§ Task description:
Check each line of the entries for "JSON" and report the ones that have it.

§ Source information:
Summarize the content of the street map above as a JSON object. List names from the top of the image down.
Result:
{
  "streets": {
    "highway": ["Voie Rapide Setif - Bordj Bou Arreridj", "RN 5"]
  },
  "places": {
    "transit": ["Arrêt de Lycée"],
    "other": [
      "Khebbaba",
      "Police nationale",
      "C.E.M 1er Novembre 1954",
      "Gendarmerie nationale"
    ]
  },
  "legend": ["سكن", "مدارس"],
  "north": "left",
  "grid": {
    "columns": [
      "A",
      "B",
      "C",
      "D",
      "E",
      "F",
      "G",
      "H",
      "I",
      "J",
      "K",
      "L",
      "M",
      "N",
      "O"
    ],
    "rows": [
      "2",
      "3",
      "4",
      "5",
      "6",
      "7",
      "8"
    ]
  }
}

--

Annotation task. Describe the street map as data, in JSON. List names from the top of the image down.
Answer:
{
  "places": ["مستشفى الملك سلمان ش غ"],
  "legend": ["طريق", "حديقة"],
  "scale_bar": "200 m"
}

§ Exercise answer:
Summarize the content of the street map above as a JSON object. List names from the top of the image down.
Annotation task. Describe the street map as data, in JSON. List names from the top of the image down.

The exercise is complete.